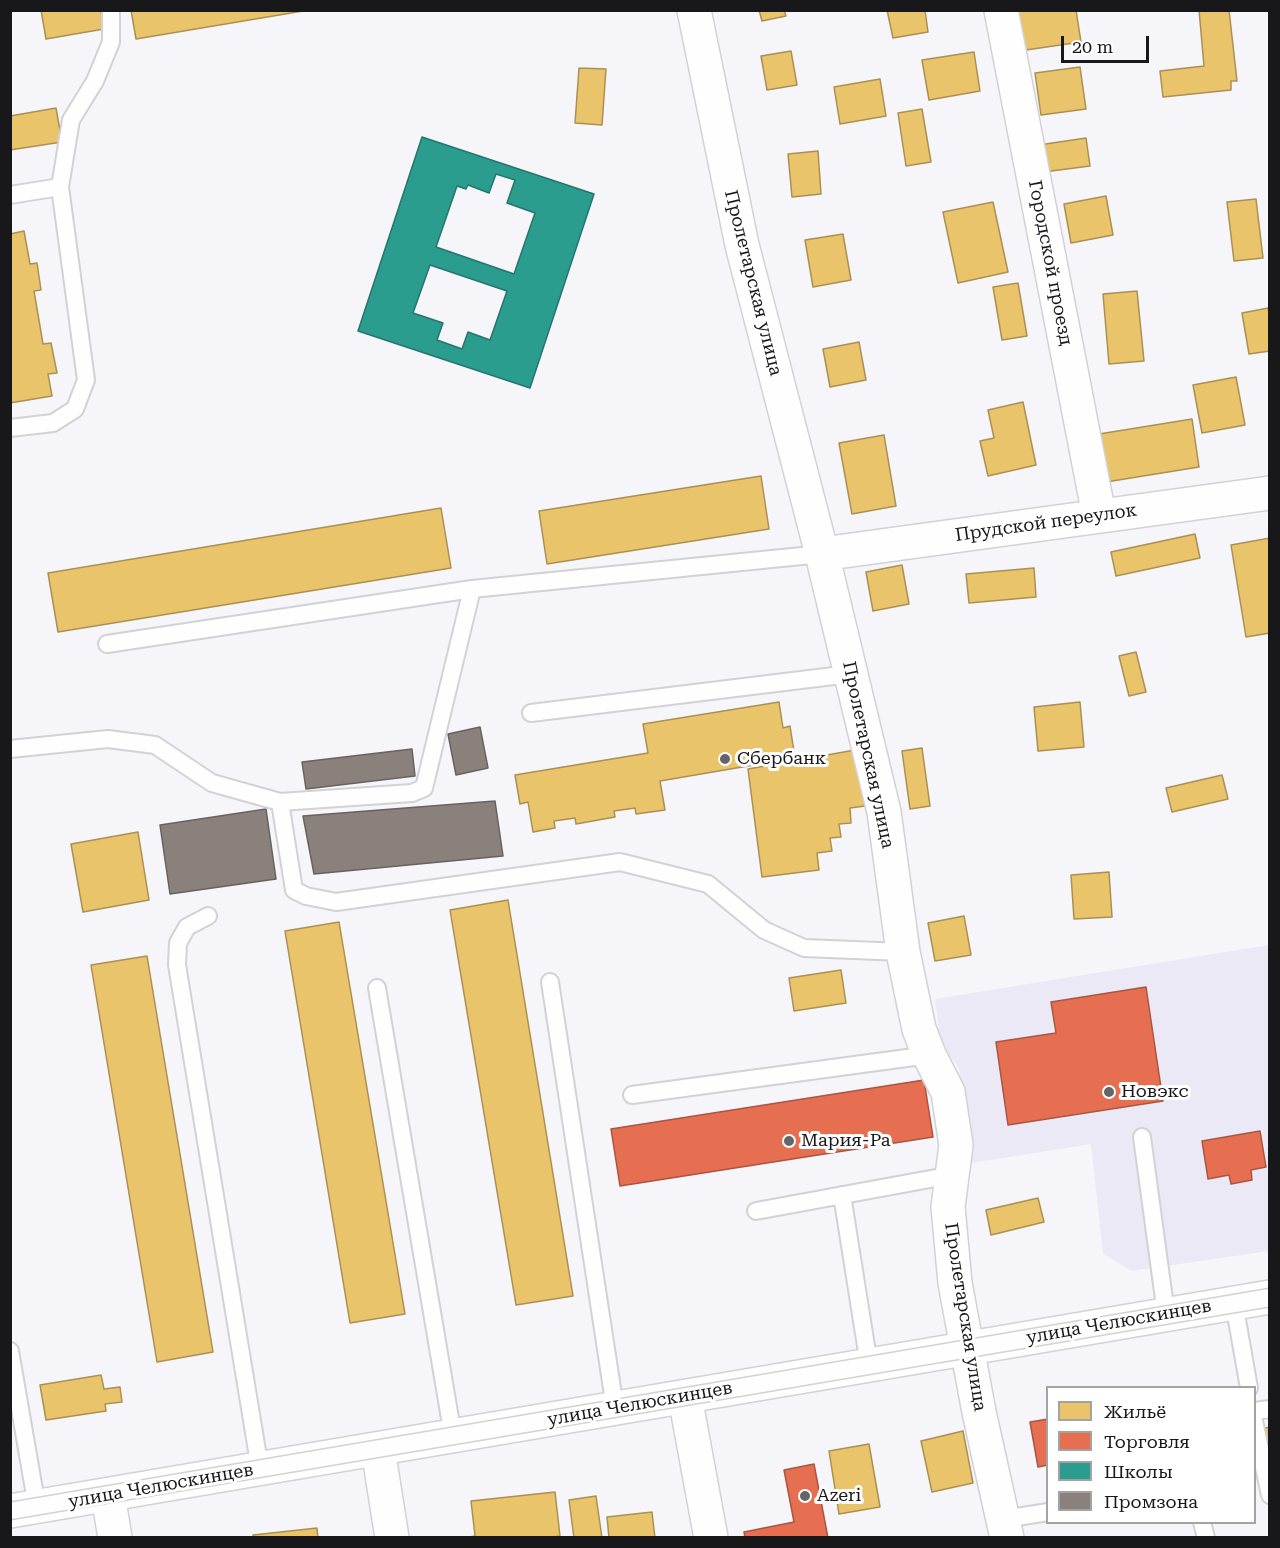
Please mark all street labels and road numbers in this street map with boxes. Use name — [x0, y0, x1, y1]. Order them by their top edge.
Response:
street label: Городской проезд — [1023, 178, 1077, 348]
street label: Пролетарская улица — [719, 188, 787, 378]
street label: Прудской переулок — [954, 500, 1138, 546]
street label: Пролетарская улица — [838, 659, 898, 851]
street label: Пролетарская улица — [939, 1221, 991, 1413]
street label: улица Челюскинцев — [1025, 1295, 1213, 1349]
street label: улица Челюскинцев — [546, 1377, 734, 1431]
street label: улица Челюскинцев — [67, 1459, 255, 1513]

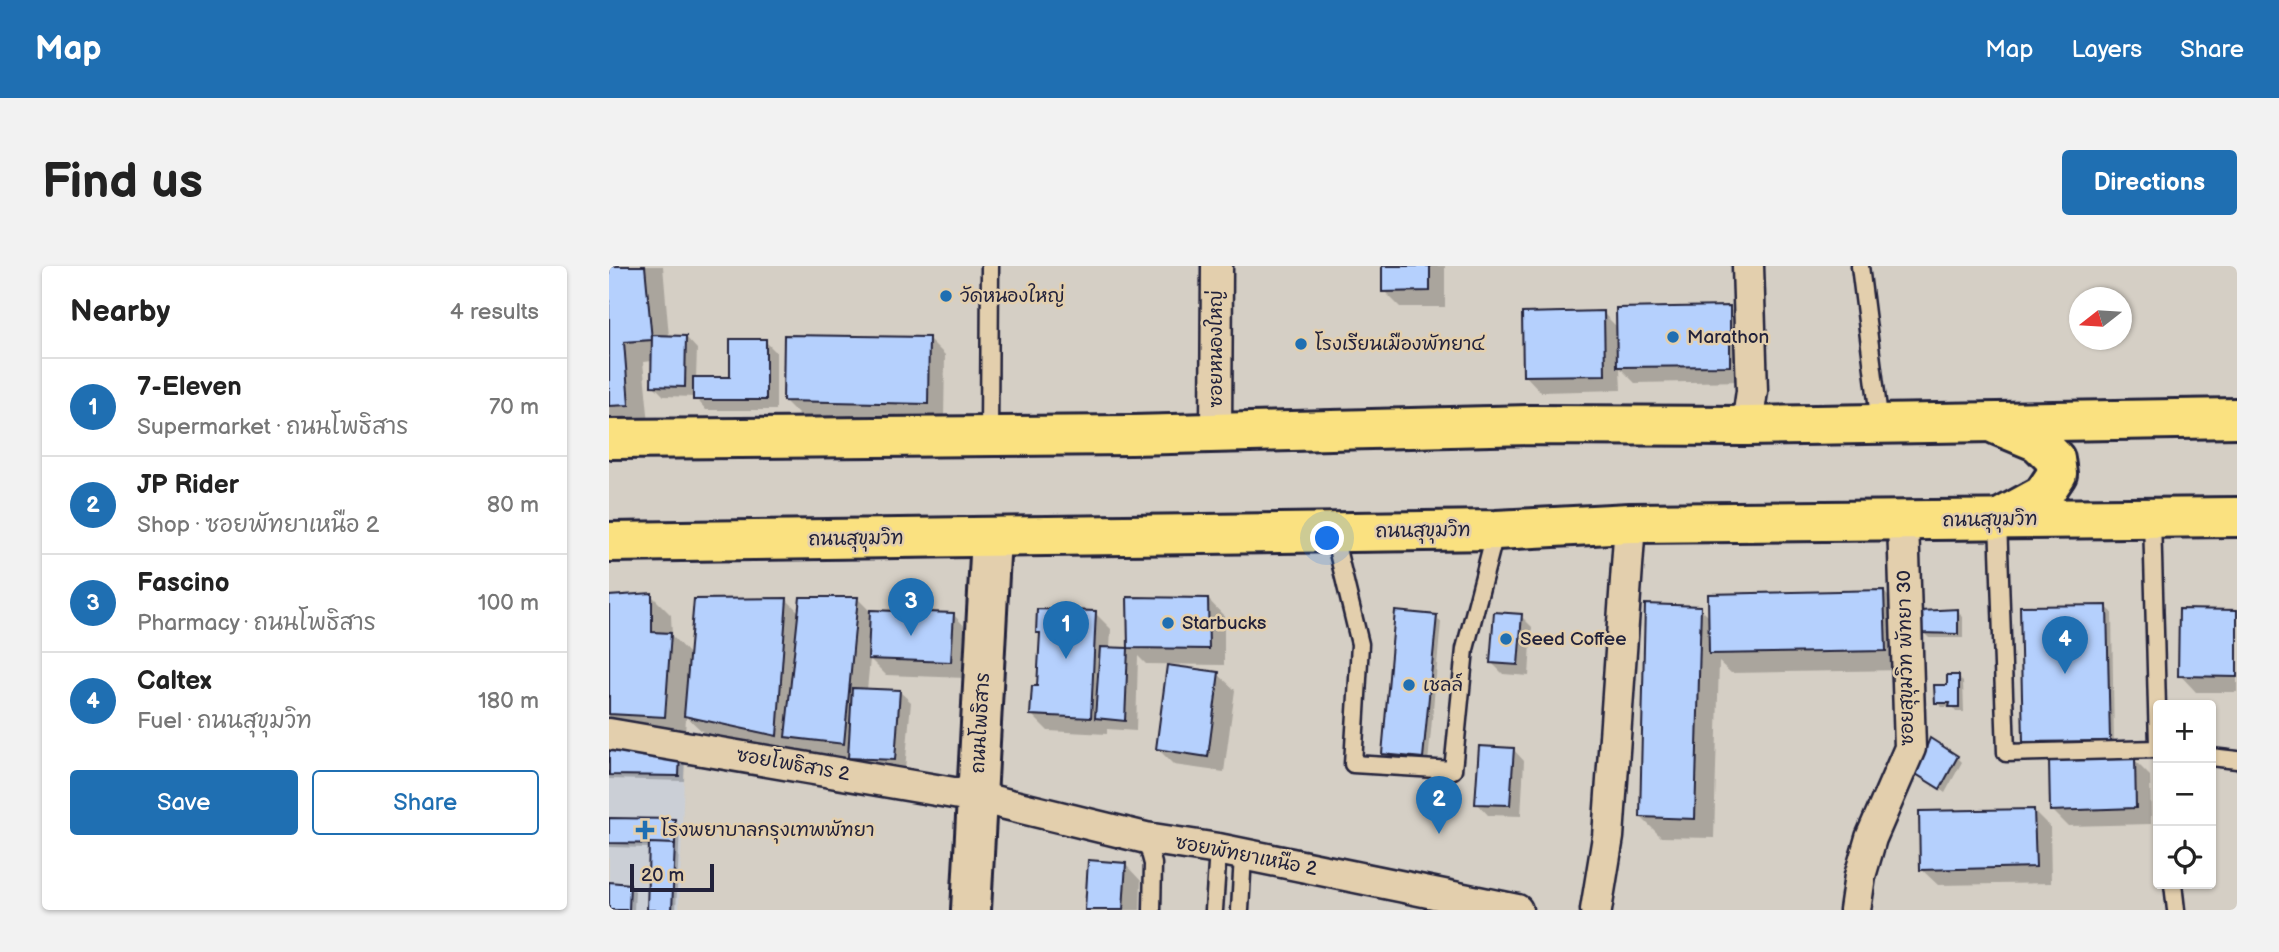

══════════

* _Exercise brief_:
Full transcription of the material, exact in every line, without images.

* _Exercise output_:
Please mark all street labels and road numbers in this street map with boxes. Use name — [x0, y0, x1, y1]. Order them by their top edge.
Response:
street label: Городской проезд — [1023, 178, 1077, 348]
street label: Пролетарская улица — [719, 188, 787, 378]
street label: Прудской переулок — [954, 500, 1138, 546]
street label: Пролетарская улица — [838, 659, 898, 851]
street label: Пролетарская улица — [939, 1221, 991, 1413]
street label: улица Челюскинцев — [1025, 1295, 1213, 1349]
street label: улица Челюскинцев — [546, 1377, 734, 1431]
street label: улица Челюскинцев — [67, 1459, 255, 1513]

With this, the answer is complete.